» **About this task**:
Where a line in the material below has the string "display", please report it.

» **Data supplied**:
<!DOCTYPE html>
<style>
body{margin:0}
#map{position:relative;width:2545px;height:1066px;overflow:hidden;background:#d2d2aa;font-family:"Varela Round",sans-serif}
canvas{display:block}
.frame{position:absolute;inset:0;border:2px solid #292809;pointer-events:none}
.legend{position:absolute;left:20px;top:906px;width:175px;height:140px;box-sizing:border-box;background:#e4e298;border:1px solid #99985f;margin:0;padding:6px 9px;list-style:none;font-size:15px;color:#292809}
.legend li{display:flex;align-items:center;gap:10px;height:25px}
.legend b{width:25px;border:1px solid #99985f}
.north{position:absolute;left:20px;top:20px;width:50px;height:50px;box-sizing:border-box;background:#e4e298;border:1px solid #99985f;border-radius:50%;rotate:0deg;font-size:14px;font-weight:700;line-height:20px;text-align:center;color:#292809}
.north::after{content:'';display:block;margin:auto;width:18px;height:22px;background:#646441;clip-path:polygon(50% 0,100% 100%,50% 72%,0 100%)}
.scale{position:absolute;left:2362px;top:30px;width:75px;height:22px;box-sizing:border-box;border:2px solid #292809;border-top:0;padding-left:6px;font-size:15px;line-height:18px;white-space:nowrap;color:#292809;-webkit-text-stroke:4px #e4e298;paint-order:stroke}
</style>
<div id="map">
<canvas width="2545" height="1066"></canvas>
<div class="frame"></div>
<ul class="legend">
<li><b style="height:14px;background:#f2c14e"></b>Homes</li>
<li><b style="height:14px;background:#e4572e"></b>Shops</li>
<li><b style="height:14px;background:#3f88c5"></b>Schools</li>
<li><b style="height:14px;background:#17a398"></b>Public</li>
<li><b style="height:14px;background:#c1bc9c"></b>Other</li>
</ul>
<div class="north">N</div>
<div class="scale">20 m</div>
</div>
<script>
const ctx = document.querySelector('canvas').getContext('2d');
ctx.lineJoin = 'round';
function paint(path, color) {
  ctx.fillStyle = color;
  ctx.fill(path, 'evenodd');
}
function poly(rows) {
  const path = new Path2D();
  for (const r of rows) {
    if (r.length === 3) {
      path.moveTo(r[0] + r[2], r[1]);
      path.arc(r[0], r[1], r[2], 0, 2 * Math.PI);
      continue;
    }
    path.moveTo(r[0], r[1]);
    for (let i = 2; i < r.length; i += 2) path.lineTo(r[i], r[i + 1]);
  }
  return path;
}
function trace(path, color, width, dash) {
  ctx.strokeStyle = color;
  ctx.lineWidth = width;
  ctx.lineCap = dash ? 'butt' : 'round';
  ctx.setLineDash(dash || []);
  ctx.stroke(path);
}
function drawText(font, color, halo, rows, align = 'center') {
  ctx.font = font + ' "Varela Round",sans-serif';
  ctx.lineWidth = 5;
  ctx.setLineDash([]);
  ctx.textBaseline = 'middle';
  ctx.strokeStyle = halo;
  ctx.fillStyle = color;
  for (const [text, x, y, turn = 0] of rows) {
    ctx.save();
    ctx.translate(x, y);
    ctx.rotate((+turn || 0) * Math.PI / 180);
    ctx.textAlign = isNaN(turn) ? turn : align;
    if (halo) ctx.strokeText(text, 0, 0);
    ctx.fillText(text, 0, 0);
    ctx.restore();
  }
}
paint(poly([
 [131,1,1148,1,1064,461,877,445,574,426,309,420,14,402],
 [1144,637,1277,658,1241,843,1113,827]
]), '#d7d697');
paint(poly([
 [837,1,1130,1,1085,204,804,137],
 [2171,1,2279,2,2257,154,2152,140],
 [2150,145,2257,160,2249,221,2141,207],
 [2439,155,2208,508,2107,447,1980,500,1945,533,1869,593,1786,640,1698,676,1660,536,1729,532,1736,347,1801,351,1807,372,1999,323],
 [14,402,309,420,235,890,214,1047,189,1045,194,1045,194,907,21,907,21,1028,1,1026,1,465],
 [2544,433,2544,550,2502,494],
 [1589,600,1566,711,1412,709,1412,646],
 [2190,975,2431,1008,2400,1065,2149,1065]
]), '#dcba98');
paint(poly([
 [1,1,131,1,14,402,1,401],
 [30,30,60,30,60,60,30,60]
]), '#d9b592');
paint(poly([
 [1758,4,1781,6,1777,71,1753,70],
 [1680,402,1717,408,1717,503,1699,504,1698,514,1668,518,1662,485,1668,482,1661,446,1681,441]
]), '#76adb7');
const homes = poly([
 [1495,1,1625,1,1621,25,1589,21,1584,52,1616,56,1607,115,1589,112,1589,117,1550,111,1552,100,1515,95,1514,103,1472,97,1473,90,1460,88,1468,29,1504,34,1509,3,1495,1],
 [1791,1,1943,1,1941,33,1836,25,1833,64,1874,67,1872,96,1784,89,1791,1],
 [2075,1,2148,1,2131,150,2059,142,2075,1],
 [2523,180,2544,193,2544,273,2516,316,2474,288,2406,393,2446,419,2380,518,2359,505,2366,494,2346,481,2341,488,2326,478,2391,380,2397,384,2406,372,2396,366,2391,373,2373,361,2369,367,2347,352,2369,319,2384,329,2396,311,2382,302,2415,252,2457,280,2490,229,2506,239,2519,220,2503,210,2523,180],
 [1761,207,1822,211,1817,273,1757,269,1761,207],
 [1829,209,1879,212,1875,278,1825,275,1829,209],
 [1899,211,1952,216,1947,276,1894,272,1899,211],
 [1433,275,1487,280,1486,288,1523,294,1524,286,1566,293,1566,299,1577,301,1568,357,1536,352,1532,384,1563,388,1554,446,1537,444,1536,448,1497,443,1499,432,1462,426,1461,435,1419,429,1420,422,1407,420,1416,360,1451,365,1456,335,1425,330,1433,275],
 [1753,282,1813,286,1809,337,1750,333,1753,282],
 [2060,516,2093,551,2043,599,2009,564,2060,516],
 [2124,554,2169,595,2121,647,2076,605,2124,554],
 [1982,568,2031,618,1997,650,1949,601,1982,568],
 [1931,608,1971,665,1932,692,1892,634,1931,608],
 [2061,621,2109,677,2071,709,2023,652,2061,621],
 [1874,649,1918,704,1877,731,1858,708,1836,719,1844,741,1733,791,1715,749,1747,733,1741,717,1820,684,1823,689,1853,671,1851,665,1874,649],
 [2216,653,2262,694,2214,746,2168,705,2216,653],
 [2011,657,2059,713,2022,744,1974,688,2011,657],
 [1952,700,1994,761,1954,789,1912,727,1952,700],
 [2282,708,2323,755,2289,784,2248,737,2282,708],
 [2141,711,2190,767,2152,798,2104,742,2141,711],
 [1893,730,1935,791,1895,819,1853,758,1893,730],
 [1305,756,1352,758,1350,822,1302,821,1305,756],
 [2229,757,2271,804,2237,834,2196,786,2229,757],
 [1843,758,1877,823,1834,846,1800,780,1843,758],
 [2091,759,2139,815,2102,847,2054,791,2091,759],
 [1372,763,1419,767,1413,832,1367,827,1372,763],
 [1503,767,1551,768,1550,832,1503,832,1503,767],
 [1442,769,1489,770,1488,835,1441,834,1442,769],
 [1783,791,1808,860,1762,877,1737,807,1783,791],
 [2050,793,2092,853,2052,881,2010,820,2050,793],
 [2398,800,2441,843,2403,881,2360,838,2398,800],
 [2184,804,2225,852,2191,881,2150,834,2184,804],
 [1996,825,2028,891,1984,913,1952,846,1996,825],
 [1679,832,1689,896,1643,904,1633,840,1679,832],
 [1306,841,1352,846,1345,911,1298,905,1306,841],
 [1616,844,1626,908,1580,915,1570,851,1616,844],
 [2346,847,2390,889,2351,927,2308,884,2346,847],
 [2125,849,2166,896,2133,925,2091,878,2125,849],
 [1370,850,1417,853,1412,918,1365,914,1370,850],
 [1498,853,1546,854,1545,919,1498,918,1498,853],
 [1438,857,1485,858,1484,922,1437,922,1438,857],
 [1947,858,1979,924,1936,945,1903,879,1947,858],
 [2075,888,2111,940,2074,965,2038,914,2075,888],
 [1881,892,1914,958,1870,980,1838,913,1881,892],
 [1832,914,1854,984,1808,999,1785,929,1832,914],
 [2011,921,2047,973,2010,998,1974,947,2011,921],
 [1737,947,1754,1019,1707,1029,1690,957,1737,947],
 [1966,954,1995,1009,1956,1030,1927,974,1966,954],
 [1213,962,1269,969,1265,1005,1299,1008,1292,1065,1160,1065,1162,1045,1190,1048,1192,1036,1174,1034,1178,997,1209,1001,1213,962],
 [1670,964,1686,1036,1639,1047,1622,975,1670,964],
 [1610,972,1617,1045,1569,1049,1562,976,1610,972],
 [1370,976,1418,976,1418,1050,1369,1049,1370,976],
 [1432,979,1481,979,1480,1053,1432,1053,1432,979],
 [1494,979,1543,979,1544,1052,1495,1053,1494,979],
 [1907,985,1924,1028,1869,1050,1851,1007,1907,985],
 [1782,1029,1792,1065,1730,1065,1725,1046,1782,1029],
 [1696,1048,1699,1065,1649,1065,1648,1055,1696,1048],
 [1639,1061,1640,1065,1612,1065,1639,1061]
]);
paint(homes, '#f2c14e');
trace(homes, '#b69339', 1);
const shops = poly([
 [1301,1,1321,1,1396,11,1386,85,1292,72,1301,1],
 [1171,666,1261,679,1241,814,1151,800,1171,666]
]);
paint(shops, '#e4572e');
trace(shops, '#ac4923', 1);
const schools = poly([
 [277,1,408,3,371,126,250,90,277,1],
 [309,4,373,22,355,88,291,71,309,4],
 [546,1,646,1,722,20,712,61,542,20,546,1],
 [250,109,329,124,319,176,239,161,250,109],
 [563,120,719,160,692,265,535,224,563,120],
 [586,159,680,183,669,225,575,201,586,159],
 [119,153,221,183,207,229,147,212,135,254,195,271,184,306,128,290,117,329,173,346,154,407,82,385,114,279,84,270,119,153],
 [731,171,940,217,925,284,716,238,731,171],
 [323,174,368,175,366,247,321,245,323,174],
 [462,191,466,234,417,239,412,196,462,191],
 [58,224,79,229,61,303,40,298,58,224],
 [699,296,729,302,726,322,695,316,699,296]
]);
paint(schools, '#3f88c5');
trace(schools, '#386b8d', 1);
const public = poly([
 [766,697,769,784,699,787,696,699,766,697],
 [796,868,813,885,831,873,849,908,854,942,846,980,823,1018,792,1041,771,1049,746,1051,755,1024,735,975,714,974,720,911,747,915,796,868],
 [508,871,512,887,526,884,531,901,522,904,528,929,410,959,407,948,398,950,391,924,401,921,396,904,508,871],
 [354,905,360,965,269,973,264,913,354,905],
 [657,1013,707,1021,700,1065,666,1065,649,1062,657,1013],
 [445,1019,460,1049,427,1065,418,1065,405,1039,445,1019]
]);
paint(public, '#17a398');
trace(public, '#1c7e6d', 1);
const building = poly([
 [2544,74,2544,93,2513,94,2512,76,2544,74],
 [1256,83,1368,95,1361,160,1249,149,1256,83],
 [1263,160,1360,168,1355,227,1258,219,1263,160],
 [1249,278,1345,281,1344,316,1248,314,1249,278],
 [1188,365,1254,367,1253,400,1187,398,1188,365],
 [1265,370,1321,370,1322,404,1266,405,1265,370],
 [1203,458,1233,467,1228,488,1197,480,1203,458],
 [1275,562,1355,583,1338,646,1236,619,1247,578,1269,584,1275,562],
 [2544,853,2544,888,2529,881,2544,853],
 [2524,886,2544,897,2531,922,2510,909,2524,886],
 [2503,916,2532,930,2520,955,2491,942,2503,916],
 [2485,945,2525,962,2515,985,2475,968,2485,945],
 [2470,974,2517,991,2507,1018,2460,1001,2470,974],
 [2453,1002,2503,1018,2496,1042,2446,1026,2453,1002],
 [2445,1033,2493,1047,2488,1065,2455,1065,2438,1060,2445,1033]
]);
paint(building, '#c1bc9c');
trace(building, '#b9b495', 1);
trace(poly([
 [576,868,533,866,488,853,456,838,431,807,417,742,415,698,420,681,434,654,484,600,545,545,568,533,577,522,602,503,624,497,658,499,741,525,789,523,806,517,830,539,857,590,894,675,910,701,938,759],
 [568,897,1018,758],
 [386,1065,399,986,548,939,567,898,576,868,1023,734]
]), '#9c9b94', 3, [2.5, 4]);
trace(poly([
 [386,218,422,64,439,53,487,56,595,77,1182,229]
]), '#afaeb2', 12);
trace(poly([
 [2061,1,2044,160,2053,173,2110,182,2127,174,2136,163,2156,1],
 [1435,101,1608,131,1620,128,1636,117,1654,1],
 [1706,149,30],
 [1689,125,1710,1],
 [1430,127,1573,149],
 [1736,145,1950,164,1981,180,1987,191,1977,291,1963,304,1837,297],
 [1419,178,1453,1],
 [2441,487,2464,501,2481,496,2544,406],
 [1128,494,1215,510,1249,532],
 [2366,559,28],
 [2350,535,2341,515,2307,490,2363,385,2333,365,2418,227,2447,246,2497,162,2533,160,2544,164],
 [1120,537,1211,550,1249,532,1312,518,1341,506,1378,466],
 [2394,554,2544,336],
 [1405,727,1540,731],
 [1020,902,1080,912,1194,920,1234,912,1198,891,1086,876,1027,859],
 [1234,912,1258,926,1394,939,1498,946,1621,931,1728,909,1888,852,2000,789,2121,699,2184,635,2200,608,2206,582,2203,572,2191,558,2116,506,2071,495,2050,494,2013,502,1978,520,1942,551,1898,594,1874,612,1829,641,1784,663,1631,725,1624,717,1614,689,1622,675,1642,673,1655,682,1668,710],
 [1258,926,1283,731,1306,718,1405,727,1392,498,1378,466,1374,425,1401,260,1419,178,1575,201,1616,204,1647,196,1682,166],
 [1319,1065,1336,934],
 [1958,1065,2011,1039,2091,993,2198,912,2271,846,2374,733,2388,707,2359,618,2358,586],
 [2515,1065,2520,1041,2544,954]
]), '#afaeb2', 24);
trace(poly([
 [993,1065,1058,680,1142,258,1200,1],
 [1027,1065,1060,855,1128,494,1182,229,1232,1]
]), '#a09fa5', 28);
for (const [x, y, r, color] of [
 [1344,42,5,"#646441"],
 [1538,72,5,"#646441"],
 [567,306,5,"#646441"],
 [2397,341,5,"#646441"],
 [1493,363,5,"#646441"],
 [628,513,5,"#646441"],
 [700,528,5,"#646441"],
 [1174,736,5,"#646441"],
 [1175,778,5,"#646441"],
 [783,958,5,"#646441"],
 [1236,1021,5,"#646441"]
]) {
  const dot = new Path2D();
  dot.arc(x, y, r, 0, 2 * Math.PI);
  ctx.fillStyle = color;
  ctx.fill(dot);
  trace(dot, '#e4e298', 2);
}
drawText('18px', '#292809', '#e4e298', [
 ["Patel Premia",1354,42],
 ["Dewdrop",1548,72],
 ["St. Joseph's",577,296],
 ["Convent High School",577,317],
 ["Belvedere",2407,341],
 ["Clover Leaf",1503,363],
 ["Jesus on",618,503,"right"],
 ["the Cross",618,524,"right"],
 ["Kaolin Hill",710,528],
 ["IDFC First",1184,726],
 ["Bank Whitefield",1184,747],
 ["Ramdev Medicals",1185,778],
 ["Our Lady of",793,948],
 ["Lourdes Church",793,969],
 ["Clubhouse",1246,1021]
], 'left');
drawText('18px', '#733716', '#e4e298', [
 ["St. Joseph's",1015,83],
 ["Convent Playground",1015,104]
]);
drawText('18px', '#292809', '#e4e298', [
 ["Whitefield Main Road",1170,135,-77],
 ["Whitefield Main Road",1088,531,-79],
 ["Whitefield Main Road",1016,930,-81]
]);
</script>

» **Expected answer**:
canvas{display:block}
.legend li{display:flex;align-items:center;gap:10px;height:25px}
.north::after{content:'';display:block;margin:auto;width:18px;height:22px;background:#646441;clip-path:polygon(50% 0,100% 100%,50% 72%,0 100%)}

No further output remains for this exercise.